In 2010, about 1.9 million new cases of diabetes were diagnosed in people aged 20 years or older.
If current trends continue, 1 of 3 U.S. adults will have diabetes by 2050.
Among adults, diabetes is the leading cause of new cases of blindness, kidney failure, and amputations of feet and legs not related to accidents or injury.
Diabetes was the seventh leading cause of death listed on U.S. death certificates in 2007.
A person with diabetes has a shorter life expectancy and about twice the risk of dying on any given day
as a person of similar age without diabetes.
Type 2 diabetes accounts for 90%–95% of diabetes cases
Stryke wrote:but I think this kind of thing puts GMO in perspective as too our food issues.
I personally think even things like the rise in gluten intolerance etc. , is maybe more a case of the body knowing what it wants rather than it being a defect.
Big problem world wide , im not picking on the US , were just as bad
An extreme example of this - one that's quite unfortunate - is the plight of south west Native Americans.
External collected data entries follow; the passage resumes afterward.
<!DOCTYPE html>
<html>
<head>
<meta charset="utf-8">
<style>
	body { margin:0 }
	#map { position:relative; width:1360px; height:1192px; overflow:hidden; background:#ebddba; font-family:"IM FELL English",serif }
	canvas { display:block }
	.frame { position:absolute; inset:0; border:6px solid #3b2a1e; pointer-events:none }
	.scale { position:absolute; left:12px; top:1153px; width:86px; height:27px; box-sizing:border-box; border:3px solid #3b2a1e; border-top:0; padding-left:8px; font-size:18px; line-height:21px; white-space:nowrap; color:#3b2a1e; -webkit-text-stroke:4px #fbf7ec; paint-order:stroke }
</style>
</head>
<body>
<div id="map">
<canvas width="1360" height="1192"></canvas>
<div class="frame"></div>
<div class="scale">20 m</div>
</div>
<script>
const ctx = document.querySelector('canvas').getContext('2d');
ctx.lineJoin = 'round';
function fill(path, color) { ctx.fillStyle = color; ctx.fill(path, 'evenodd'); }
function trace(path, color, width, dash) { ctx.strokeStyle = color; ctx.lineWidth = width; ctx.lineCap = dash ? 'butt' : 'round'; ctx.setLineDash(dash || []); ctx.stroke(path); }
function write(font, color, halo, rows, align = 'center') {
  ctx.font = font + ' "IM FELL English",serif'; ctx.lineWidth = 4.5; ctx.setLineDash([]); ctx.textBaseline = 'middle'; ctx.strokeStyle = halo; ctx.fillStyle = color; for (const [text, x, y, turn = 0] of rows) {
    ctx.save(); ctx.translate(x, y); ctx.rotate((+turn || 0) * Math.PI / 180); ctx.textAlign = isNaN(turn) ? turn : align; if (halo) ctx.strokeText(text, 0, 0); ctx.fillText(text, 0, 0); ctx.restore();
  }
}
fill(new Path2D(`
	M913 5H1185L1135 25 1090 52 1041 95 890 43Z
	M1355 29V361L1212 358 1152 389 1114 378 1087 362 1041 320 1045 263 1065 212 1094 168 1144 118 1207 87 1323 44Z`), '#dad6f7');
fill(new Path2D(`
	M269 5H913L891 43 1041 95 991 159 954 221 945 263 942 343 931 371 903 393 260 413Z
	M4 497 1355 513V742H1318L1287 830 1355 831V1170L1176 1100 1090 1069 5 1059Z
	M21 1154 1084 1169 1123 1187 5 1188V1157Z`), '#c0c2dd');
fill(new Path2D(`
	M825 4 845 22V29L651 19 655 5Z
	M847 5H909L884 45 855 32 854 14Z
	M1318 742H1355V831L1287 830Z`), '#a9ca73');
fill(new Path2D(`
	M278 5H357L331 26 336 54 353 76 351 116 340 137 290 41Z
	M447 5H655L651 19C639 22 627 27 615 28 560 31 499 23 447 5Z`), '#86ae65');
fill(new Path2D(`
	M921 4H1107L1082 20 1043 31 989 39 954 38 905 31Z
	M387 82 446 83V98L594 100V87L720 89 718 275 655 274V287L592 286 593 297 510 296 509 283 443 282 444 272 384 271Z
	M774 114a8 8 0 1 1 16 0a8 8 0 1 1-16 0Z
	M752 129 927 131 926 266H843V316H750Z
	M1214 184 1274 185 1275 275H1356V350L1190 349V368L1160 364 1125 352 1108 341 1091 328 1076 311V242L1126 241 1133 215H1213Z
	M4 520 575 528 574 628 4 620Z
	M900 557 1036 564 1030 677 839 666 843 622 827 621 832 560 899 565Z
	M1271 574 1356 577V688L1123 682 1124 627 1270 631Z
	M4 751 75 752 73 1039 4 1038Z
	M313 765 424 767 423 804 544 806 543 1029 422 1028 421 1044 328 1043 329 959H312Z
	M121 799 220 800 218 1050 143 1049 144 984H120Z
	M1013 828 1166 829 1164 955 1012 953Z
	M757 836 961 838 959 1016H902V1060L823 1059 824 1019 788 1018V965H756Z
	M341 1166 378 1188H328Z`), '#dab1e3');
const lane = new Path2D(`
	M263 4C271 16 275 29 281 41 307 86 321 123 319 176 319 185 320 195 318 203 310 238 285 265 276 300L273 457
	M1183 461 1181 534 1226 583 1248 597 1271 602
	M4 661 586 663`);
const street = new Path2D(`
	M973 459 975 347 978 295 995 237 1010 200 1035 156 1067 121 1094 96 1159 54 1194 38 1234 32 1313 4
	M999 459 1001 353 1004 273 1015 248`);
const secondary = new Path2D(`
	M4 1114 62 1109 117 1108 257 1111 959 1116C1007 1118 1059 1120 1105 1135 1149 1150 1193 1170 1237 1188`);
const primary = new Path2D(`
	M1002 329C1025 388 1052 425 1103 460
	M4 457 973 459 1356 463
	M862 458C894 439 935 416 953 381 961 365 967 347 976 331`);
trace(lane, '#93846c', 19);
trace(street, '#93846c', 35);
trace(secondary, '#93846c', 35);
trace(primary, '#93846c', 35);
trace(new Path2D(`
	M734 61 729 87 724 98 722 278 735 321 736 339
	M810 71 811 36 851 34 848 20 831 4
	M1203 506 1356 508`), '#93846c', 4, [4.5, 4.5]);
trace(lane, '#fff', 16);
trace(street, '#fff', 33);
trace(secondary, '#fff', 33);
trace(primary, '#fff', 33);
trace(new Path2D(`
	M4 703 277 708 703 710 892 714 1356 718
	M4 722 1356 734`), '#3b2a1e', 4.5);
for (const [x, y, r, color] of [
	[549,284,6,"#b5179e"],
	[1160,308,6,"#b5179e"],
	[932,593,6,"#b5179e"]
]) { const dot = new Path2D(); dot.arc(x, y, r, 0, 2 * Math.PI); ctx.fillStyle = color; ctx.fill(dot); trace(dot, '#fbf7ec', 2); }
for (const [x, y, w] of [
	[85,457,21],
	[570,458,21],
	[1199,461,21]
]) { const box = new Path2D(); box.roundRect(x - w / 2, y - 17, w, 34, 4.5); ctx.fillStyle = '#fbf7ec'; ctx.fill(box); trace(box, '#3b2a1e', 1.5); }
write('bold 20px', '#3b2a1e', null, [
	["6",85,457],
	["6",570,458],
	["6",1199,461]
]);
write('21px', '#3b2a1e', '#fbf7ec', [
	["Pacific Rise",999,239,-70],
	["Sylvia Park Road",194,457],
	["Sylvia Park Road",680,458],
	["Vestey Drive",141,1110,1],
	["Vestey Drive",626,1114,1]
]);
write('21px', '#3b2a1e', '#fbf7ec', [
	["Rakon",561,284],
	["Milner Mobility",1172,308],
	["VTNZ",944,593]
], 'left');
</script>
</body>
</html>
We get folks applying for jobs who have for instance worked on the Arizona Native American Nations. I ask them about prevalent conditions they see. Now and then someone is too politically correct and won't tell it like it is. I know Jimmy Malone would be blunt, being a warrior chief in the Mic Mac Indian Nation. A problem unique to southwest Native Americans is their heritage of living for thousands of years amongst periods of feast and famine. Nature has selected for people who can store calories efficiently. Now put someone like that on The KFC Diet and you have instant morbid obesity.
He shows what the longer-living people eat - basically fish, sweet potatoes, any part of the pig they can, and green vegetables that they grow themselves. They are some of the longest-living on the planet. Meanwhile their kids now love the KFC and McDonald's diets. They love burgers and they love grease. They hate the bitter vegetables that their elders eat. They are growing bigger, and they are living shorter lives.
Stryke" wrote:To me the biggest part of this is the sugar issue , one needs to train oneself to enjoy bitter , but pretty impossible to develop that palate on a diet of refined sugar. I doubt most people reading this have never gone a week without refined sugar in there diet (unless medically necessary) in there entire lives , if they did they would recognise its pretty much an addiction, and they'll be substituting for that hit almost immediately.
gmattson wrote:Smart scientist must be aware of the addictive nature of bad foods and should be doing whatever possible to inform the public.
The smart scientist won't tell you this, because they will lose their jobs if they did!